◆ Work order ◆
Each line in the entries that has the word "strokeStyle" has to be copied.

--- Supplied material Enclosed Below ---

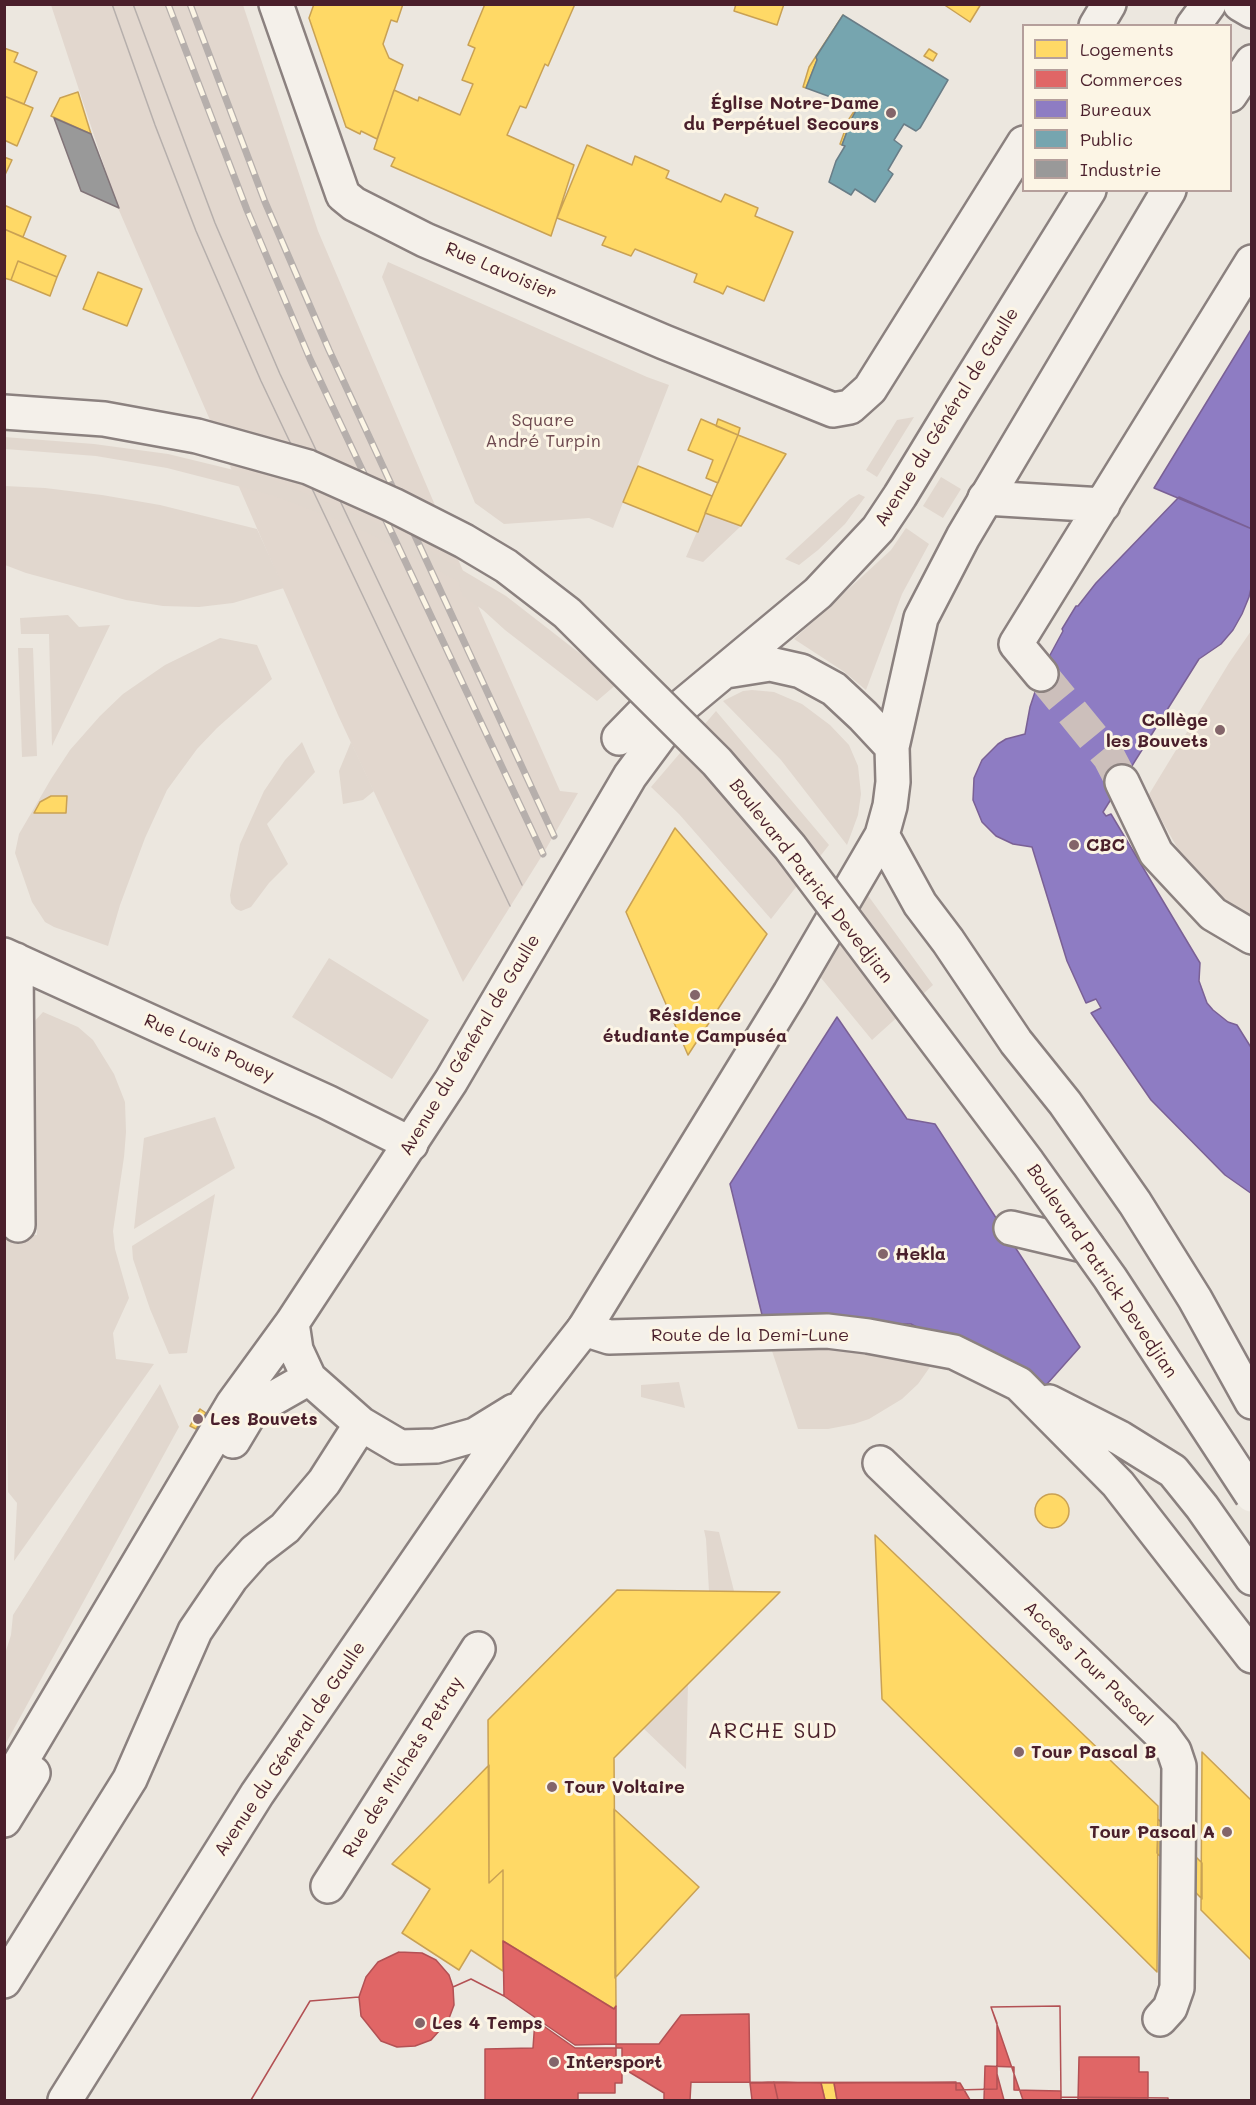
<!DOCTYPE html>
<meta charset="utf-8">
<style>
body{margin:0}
#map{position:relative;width:1256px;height:2105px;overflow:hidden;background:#ece7df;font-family:Mali,sans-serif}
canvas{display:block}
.frame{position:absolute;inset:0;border:6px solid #4a1f2b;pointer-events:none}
.legend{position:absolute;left:1022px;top:24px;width:210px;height:168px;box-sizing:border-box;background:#fcf5e5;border:2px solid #b59f9b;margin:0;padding:8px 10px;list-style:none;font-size:18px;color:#4a1f2b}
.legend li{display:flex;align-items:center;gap:12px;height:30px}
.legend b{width:30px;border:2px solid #b59f9b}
</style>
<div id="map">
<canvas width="1256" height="2105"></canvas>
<div class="frame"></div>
<ul class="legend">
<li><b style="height:16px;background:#ffd966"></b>Logements</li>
<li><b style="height:16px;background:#e06666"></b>Commerces</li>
<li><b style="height:16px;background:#8e7cc3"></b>Bureaux</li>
<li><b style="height:16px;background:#76a5af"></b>Public</li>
<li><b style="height:16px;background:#999"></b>Industrie</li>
</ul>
</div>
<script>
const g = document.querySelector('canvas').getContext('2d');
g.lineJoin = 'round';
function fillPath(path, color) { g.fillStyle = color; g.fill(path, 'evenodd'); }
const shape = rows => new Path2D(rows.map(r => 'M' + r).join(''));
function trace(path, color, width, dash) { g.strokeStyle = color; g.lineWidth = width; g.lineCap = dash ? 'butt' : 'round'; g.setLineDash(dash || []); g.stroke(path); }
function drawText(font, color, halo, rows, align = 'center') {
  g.font = font + ' Mali,sans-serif'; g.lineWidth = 6; g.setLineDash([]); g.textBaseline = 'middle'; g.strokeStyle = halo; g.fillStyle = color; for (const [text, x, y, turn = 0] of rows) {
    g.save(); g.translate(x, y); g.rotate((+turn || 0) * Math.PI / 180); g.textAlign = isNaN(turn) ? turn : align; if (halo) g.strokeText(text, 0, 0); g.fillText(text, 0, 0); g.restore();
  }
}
fillPath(shape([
 [51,5,243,5,318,231,481,613,560,791,578,793,543,854,463,982,338,715,118,208],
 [1251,631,1251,924,1196,881,1148,796,1229,663]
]), '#e2d7ce');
fillPath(shape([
 [388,262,647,377,669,385,613,528,589,518,504,524,475,503,382,277],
 [914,417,877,477,866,470,897,420],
 [4,437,94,444,168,454,271,479,369,520,425,548,506,596,618,683,597,701,505,630,483,610,462,595,459,582,368,533,330,517,272,495,167,468,96,456,5,449],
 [941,477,961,489,943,518,923,506],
 [5,486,45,488,102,495,160,505,257,529,284,588,233,603,199,607,163,606,126,600,26,573,5,565],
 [859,494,865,497,845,524,818,550,799,565,785,559,850,499],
 [705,513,741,526,703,562,686,557],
 [906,528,929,544,902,594,866,690,843,671,794,639,891,550],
 [68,615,79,627,110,625,52,746,49,634,21,634,20,618],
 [220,638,257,645,272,679,217,728,197,749,167,790,145,838,120,905,108,946,54,927,45,922,32,902,15,853,19,834,51,779,70,750,100,716,123,694,165,665],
 [18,648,33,648,37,756,22,757],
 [752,690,774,692,802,704,830,725,849,745,858,766,861,794,858,815,847,845,781,760,723,701,743,691],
 [716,711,829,845,771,919,679,814,651,787],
 [302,742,315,772,267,824,288,864,269,883,251,907,241,911,236,909,231,903,230,895,240,844,264,791,285,760],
 [351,742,374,791,363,800,343,804,339,771],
 [864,890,933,985,872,1040,817,973],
 [329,958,429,1020,392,1079,292,1017],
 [43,1012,78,1027,93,1040,114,1074,125,1102,126,1132,124,1157,113,1231,115,1249,129,1298,113,1333,116,1359,154,1364,14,1561,17,1503,8,1492,4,1235,37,1235,36,1077,31,1067,32,1024],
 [215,1117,235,1168,134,1229,144,1138],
 [215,1194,187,1353,169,1354,150,1309,133,1259,132,1246],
 [769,1342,853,1348,930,1367,918,1384,902,1399,869,1419,854,1424,828,1429,798,1429],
 [679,1382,685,1408,641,1397,641,1385],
 [160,1384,179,1427,5,1745,5,1654,11,1635,13,1615],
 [704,1530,719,1532,734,1591,709,1591,706,1539],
 [688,1683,686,1769,643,1728]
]), '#e1d7ce');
const homes = shape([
 [314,4,403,4,397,22,391,20,383,44,389,58,403,65,377,139,361,131,360,134,346,127,309,18,314,4],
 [485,4,575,4,548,66,545,64,526,108,520,106,507,135,574,165,551,236,391,166,395,158,374,149,394,90,418,101,419,97,460,115,473,84,462,80,475,48,468,45,485,4],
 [736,4,784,4,777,25,734,11,736,4],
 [943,4,981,4,970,22,943,4],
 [843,15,816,57,817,60,806,88,803,87,809,67,843,15],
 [4,48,18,53,14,62,37,72,24,104,4,96,4,48],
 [929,49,937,54,933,61,924,56,929,49],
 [78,92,91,134,51,116,60,98,78,92],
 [4,96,33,108,17,146,4,140,4,96],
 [857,107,858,107,852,118,842,145,840,144,849,119,857,107],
 [587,145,632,165,635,156,669,171,666,178,721,202,725,194,758,208,755,216,793,232,764,301,727,286,723,294,719,292,694,282,697,274,635,249,631,256,602,245,606,237,557,218,587,145],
 [4,157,12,160,4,177,4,157],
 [4,205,31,217,23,237,4,229,4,205],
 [4,229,66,256,57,277,18,261,11,280,4,278,4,229],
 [18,261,57,277,50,296,11,280,18,261],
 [98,272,142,289,127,326,83,309,98,272],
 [701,419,738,435,718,483,706,478,713,460,688,450,701,419],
 [718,419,740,428,738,435,716,426,718,419],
 [738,435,786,454,741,526,705,513,738,435],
 [638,466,712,496,698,532,623,502,638,466],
 [51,796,67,796,66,813,34,813,40,802,51,796],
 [675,828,767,934,688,1055,626,912,675,828],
 [200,1409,206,1413,196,1429,190,1426,200,1409],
 '1035 1511a17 17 0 1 1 34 0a17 17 0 1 1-34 0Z',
 [875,1535,1158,1806,1157,1972,882,1699,875,1535],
 [617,1590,780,1592,614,1758,616,2006,614,2009,503,1941,503,1870,489,1883,488,1720,617,1590],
 [1202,1752,1252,1801,1252,1961,1201,1910,1202,1752],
 [489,1765,489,1883,503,1870,503,1971,471,1950,459,1970,402,1933,430,1889,392,1864,489,1765],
 [614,1809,699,1887,615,1978,614,1809],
 [1158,1819,1202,1863,1202,1899,1157,1853,1158,1819],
 [821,2083,834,2083,837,2100,825,2100,821,2083]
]);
fillPath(homes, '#ffd966');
trace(homes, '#c9a154', 1.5);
const shops = shape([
 [503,1941,614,2009,616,2006,616,2064,664,2093,664,2100,251,2100,310,2001,359,1997,361,2016,381,2041,397,2047,415,2046,431,2040,448,2021,454,2005,453,1987,471,1979,504,1996,503,1941],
 [399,1952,422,1953,436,1960,449,1975,453,1987,471,1979,504,1996,575,2045,616,2044,616,2064,664,2093,664,2100,251,2100,310,2001,359,1997,366,1977,378,1962,399,1952],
 [1060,2006,1061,2097,1168,2098,1168,2100,1023,2100,991,2007,1060,2006],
 [1060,2006,1061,2097,1168,2098,1168,2100,752,2100,750,2083,956,2082,956,2090,997,2089,997,2023,991,2007,1060,2006],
 [749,2014,750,2083,774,2082,778,2100,664,2100,664,2093,616,2064,616,2044,659,2044,681,2015,749,2014],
 [535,2020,575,2048,622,2048,622,2083,615,2083,615,2093,578,2093,578,2100,485,2100,485,2049,533,2048,535,2020],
 [1079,2057,1139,2057,1139,2072,1148,2072,1148,2100,1078,2100,1079,2057],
 [985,2066,1014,2067,1014,2090,1061,2091,1061,2100,984,2100,985,2066],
 [997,2074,1004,2100,837,2100,834,2083,956,2082,956,2090,997,2089,997,2074],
 [691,2082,960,2083,970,2100,690,2100,691,2082],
 [774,2082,821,2083,825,2100,778,2100,774,2082]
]);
fillPath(shops, '#e06666');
trace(shops, '#b35154', 1.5);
const offices = shape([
 [1252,328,1252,529,1154,488,1252,328],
 [1179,497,1252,529,1252,584,1249,597,1242,614,1233,630,1221,644,1199,659,1103,812,1106,816,1111,814,1200,963,1199,981,1207,1003,1213,1010,1228,1022,1237,1025,1252,1049,1252,1194,1225,1175,1151,1100,1091,1013,1101,1008,1096,999,1086,1003,1067,961,1032,847,1013,844,996,836,982,822,973,800,974,778,982,760,998,744,1006,739,1025,734,1030,707,1043,668,1063,631,1062,629,1076,606,1078,606,1096,583,1179,497],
 [837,1017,907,1119,935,1124,1080,1347,1039,1393,911,1324,764,1323,730,1184,837,1017]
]);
fillPath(offices, '#8e7cc3');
trace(offices, '#7a6095', 1.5);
const public = shape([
 [843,15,948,80,920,128,916,131,904,124,894,140,902,146,888,170,893,174,875,202,855,189,851,195,829,182,836,161,845,146,842,145,852,118,858,107,806,88,817,60,816,57,843,15]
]);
fillPath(public, '#76a5af');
trace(public, '#697d87', 1.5);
const industry = shape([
 [54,118,91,134,119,208,81,191,54,118]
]);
fillPath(industry, '#999');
trace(industry, '#817478', 1.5);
trace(shape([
 [1041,674,1109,757,1122,782]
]), '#ccbfbb', 33, [33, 16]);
const minor = shape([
 [276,4,343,195,354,204,425,240,664,342,833,410,850,407,870,389,1024,143],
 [1240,4,1252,11],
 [1096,26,1109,4],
 [985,498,1103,505],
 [1041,674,1016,644,1252,262],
 [619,738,655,701],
 [1122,782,1156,853,1213,914,1252,937],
 [4,955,327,1102,411,1144],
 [16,960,18,1225],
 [1011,1228,1087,1246],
 [584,1329,609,1337,827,1331,868,1336,954,1352,1019,1384,1118,1484,1252,1656],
 [1049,1402,1120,1438,1173,1471,1202,1507,1252,1578],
 [880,1463,1163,1736,1174,1751,1179,1766,1177,1988,1170,2008,1160,2019],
 [328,1886,478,1649]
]);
const major = shape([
 [1193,26,1209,4],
 [1230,95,1252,62],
 [726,671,770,664,801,671,834,689,863,716,892,747],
 [882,835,920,904,948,941,1016,1042,1065,1103,1135,1203,1195,1299,1252,1402],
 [292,1323,296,1350,309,1378,361,1424,400,1447,436,1446,475,1435,514,1411],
 [233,1441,251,1411,309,1378],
 [4,1790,233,1404,292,1323,451,1081,630,776,681,707,818,593,878,529,900,496,953,409,1089,190],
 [4,1820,33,1773],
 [4,1981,130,1779,195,1631,231,1578,255,1551,285,1528,324,1482,361,1424],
 [65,2100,257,1794,525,1404,584,1329,790,993,882,835,890,806,893,782,892,747,921,618,963,537,1169,190]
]);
trace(minor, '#8b817f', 38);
trace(major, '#8b817f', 38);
trace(minor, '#f4f0ea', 33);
trace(major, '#f4f0ea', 33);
trace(shape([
 [112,4,155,125,196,231,261,381,510,906],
 [133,4,215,223,280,374,522,885]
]), '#b6afac', 1.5);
const rail = shape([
 [168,4,247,210,310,359,543,854],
 [190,4,265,202,329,350,554,836]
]);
trace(rail, '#b6afac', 7);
trace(rail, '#fcf5e5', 4.5, [14]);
const majorBridge = shape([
 [4,412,104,419,197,436,308,467,393,505,464,541,506,566,567,613,717,762,790,847,1028,1163,1110,1278,1252,1495]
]);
trace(majorBridge, '#8b817f', 38, []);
trace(majorBridge, '#f4f0ea', 33);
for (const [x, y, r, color] of [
 [891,113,6,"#83656a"],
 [1220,730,6,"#83656a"],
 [1074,845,6,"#83656a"],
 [695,995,6,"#83656a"],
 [883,1254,6,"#83656a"],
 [198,1419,6,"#83656a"],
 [1019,1752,6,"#83656a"],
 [552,1787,6,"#83656a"],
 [1227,1832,6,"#83656a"],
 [420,2023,6,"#83656a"],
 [554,2062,6,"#83656a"]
]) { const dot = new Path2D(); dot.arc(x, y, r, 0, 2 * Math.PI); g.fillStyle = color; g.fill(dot); trace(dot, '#fcf5e5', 2); }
drawText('bold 18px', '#4a1f2b', '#fcf5e5', [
 ["Église Notre-Dame",879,103,"right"],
 ["du Perpétuel Secours",879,124,"right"],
 ["Collège",1208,720,"right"],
 ["les Bouvets",1208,741,"right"],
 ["CBC",1086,845],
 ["Résidence",695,1015,"center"],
 ["étudiante Campuséa",695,1036,"center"],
 ["Hekla",895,1254],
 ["Les Bouvets",210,1419],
 ["Tour Pascal B",1031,1752],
 ["Tour Voltaire",564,1787],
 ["Tour Pascal A",1215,1832,"right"],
 ["Les 4 Temps",432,2023],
 ["Intersport",566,2062]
], 'left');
drawText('18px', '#4a1f2b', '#fcf5e5', [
 ["Rue Lavoisier",501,271,23],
 ["Avenue du Général de Gaulle",947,417,-58],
 ["Boulevard Patrick Devedjian",811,881,52],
 ["Avenue du Général de Gaulle",470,1045,-59],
 ["Rue Louis Pouey",209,1048,24],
 ["Boulevard Patrick Devedjian",1102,1271,56],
 ["Route de la Demi-Lune",750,1335],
 ["Access Tour Pascal",1088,1664,44],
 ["Avenue du Général de Gaulle",290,1749,-56],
 ["Rue des Michets Petray",403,1767,-58]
]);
drawText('18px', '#6e4a50', '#fcf5e5', [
 ["Square",543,420],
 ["André Turpin",543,441]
]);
g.letterSpacing = '1.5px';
drawText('21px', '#4a1f2b', '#fcf5e5', [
 ["ARCHE SUD",773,1732]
]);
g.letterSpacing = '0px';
</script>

--- End of Enclosed Supplied material ---

◆ Task output ◆
function trace(path, color, width, dash) { g.strokeStyle = color; g.lineWidth = width; g.lineCap = dash ? 'butt' : 'round'; g.setLineDash(dash || []); g.stroke(path); }
  g.font = font + ' Mali,sans-serif'; g.lineWidth = 6; g.setLineDash([]); g.textBaseline = 'middle'; g.strokeStyle = halo; g.fillStyle = color; for (const [text, x, y, turn = 0] of rows) {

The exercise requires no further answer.